ABSTRACT

In the middle of the John Wayne classic Hondo (1953), Wayne’s character engages in a ritualized knife fight with an Apache warrior on a cliff overlooking the expanses of the southwest desert. Exploiting the visual pleasures of the film’s three-dimensional and Technicolor technologies (it displays colorfully costumed bodies rhythmically confronting one another and rolling across the dusty precipice as well as close ups of knives thrusting straight toward the camera), the scene clearly signifies a particular vision of the white male body: able, kinetic, efficient, and ultimately superior to the raced-body of its Native American opponent. The colorful, vibrant, and tense confrontation between the two bodies, however, functions not simply on the level of representational visual codes (the ways that the formal and narrative elements of the scene signify a specific range of meanings made legible in their relationship to ideology and historical discourses); the scene also offers a particular set of sensations and emotions about male bodies, movement, violence, and the open spaces of the frontier.

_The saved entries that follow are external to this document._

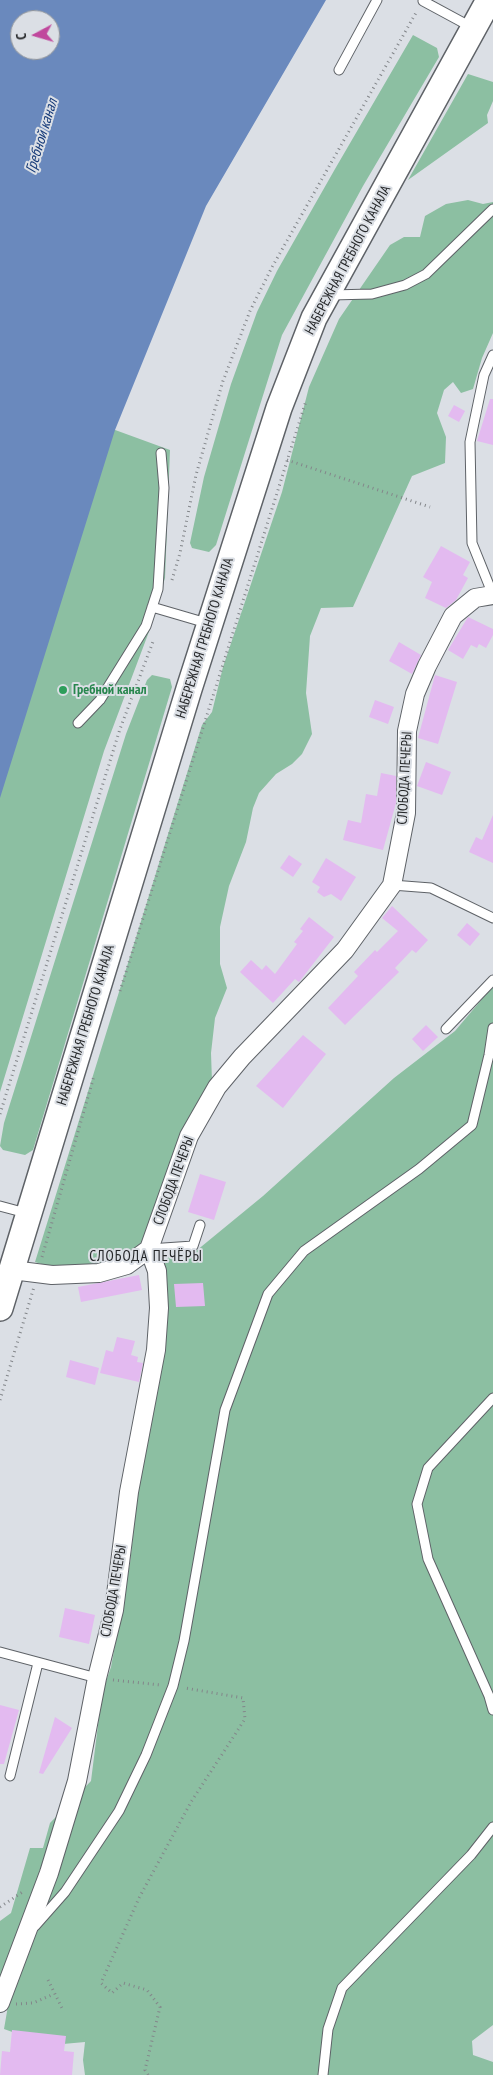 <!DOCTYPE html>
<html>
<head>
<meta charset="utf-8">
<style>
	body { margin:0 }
	#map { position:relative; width:493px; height:2075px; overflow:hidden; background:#dbdfe5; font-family:"PT Sans Narrow",sans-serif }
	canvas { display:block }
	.north { position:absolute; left:10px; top:10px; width:50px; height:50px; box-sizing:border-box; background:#dbdfe5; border:1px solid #93969a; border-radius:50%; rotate:264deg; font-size:14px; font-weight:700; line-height:20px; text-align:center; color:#26282a }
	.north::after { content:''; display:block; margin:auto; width:18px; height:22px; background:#c0489d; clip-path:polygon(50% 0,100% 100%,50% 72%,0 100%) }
</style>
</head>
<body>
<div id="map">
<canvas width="493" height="2075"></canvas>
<div class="north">С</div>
</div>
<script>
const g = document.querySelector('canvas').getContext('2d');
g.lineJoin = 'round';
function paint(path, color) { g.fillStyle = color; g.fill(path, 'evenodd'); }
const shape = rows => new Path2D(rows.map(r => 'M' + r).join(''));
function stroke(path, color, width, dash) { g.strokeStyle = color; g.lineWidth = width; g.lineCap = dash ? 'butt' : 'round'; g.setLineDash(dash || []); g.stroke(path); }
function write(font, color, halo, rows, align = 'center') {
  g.font = font + ' "PT Sans Narrow",sans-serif'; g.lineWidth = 4; g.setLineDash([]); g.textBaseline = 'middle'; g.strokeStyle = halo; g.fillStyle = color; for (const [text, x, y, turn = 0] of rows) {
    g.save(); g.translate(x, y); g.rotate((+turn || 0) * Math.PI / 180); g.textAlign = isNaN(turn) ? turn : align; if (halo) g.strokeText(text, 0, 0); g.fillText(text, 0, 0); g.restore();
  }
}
paint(shape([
	[413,35,437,48,439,57,363,186,282,335,216,545,209,552,192,548,190,543,204,477,231,384,257,312,277,271,335,169],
	[468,74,493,82,493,101,487,115,488,123,408,180],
	[468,200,483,204,493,202,493,333,482,358,473,389,461,393,453,382,444,390,437,413,446,437,445,463,412,476,353,607,321,608,310,636,306,693,312,734,302,754,292,764,276,774,259,793,253,808,246,842,229,886,220,927,220,964,227,988,215,1018,211,1053,212,1082,150,1237,136,1248,100,1263,51,1267,35,1262,202,725,212,712,223,667,282,492,309,387,339,319,390,245,404,237,420,237,425,216,446,204],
	[0,388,170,450,165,578,150,629,104,751,0,1092],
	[152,675,170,679,172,687,33,1150,25,1155,3,1150,0,1146,4,1123,126,734,147,680],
	[493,986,493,2025,472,2041,473,2055,493,2062,493,2075,85,2075,83,2060,85,2042,63,2044,29,2038,4,2029,9,2000,0,2005,0,1921,11,1913,30,1848,43,1848,50,1823,91,1781,102,1693,111,1667,130,1563,134,1527,133,1510,161,1257,196,1251,263,1196,394,1078,455,1031]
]), '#8cbfa2');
paint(shape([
	[0,0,326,0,206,206,115,430,0,798],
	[20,20,50,20,50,50,20,50]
]), '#6a89bd');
paint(shape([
	[490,399,493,399,493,445,477,441],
	[454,405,465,411,459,422,448,416],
	[441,546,470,562,463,575,468,578,456,600,446,608,425,598,432,582,423,577],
	[468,617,493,629,493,635,486,648,479,644,477,648,471,645,463,659,448,650],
	[399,642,421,655,412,674,389,661],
	[435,675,457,682,438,744,418,738],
	[375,700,394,707,388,724,369,717],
	[426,762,451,772,442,795,417,786],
	[381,773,396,776,396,803,383,850,343,840,348,820,361,823,366,794,377,796],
	[493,815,493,863,469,852,476,837,482,840],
	[289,855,302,864,293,877,280,868],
	[326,858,356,877,341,901,331,894,324,897,317,892,320,887,312,882],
	[392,906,428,940,416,953,412,950,395,968,399,972,345,1025,328,1008,358,976,354,972,375,950,377,952,398,931,382,918],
	[309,917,334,937,299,982,295,979,273,1003,240,972,251,960,262,970,266,965,275,974,297,944,294,942,303,931,300,929],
	[467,923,480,934,470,946,457,935],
	[426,1025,438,1037,423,1051,412,1039],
	[303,1035,326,1054,283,1108,256,1086],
	[200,1174,226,1182,214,1220,188,1212],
	[139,1275,142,1290,81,1302,78,1287],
	[203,1283,205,1306,176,1307,174,1284],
	[117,1337,135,1341,131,1355,138,1357,137,1362,143,1363,139,1382,100,1373,106,1350,113,1352],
	[70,1360,99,1368,95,1385,66,1377],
	[65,1608,95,1615,89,1644,59,1637],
	[0,1705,19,1710,4,1764,0,1764],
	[55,1717,72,1728,43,1774,39,1773],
	[12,2030,66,2036,64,2051,74,2052,72,2075,0,2075,2,2051,10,2052]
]), '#e3baf0');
const lane = shape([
	[423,1,473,28],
	[339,70,377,0],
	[331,295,372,294,405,285,426,274,493,209],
	[493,595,472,543,470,442,484,375,493,355],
	[152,607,210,624],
	[78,723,100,700,146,626,158,589,164,488,161,453],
	[392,885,431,888,493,918],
	[446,1029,493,980],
	[0,1206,26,1213],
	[149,1249,193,1246,200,1225],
	[493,1398,428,1468,417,1504,428,1559,489,1696,493,1710],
	[0,1652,97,1678],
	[10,1776,38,1663],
	[35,1926,65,1892,119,1811,146,1755,173,1686,184,1641,225,1410,268,1294,304,1251,419,1169,472,1125,489,1055,493,1028],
	[323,2075,328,2029,342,1988,471,1855,493,1827]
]);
const street = shape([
	[12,1270,52,1275,99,1273,127,1265,149,1249],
	[0,2003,49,1873,77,1781,97,1678,114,1610,129,1492,156,1350,159,1308,157,1271,149,1249,189,1136,217,1087,242,1057,345,950,392,885,406,813,407,731,415,694,427,666,453,616,475,598,493,595]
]);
const secondary = shape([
	[0,1308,189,689,279,408,314,318,489,0]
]);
stroke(lane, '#5e6267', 11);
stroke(street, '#5e6267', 20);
stroke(secondary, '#5e6267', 28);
stroke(shape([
	[287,460,430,507],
	[172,580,180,553,196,475,223,381,250,311,271,269,417,11],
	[120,991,306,401],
	[0,1114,120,729,154,639],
	[42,1257,94,1076],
	[0,1400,34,1287],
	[113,1680,161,1685],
	[0,1907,24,1891],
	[48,1980,62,2008],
	[16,2004,33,2003,54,1994],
	[148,2075,145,2070,160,2007,147,1990,123,1983,112,1993,101,1983,139,1898,191,1802,245,1719,243,1698,185,1688]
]), '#83868a', 3, [1, 4]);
stroke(lane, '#fff', 9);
stroke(street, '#fff', 18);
stroke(secondary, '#fff', 25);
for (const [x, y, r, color] of [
	[63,690,5,"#2e9e5b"]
]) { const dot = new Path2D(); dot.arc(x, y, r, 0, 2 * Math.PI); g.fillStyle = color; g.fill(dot); stroke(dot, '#dbdfe5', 2); }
write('14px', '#26282a', '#dbdfe5', [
	["НАБЕРЕЖНАЯ ГРЕБНОГО КАНАЛА",348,260,-62],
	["НАБЕРЕЖНАЯ ГРЕБНОГО КАНАЛА",205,638,-73],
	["СЛОБОДА ПЕЧЕРЫ",405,778,-87],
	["НАБЕРЕЖНАЯ ГРЕБНОГО КАНАЛА",86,1025,-73],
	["СЛОБОДА ПЕЧЕРЫ",174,1181,-70],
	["СЛОБОДА ПЕЧЕРЫ",114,1591,-80]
]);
write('bold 14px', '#27864d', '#dbdfe5', [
	["Гребной канал",73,690]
], 'left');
write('italic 15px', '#143978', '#dbdfe5', [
	["Гребной канал",42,136,-73]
]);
g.letterSpacing = '1px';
write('15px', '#26282a', '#dbdfe5', [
	["СЛОБОДА ПЕЧЁРЫ",146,1257]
]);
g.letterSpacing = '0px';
</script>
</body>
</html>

The three-dimensional scene seeks to viscerally and bodily engage the audience of such spectacles, to make them jump and experience the textures and tensions of the world on the screen beyond the ideological/discursive relations of the images as signs. The scene offers a sweaty and intense set of feelings and sensibilities about the male body engaged in a kind of intimate violence, an immersion into the conflict itself as the bodies reach out toward the audience. One experiences and identifies with the triumph of the hero’s body but only via the nearly tangible labor of the struggle, the strain of a hardened and efficient body at work in the dangerous frontier.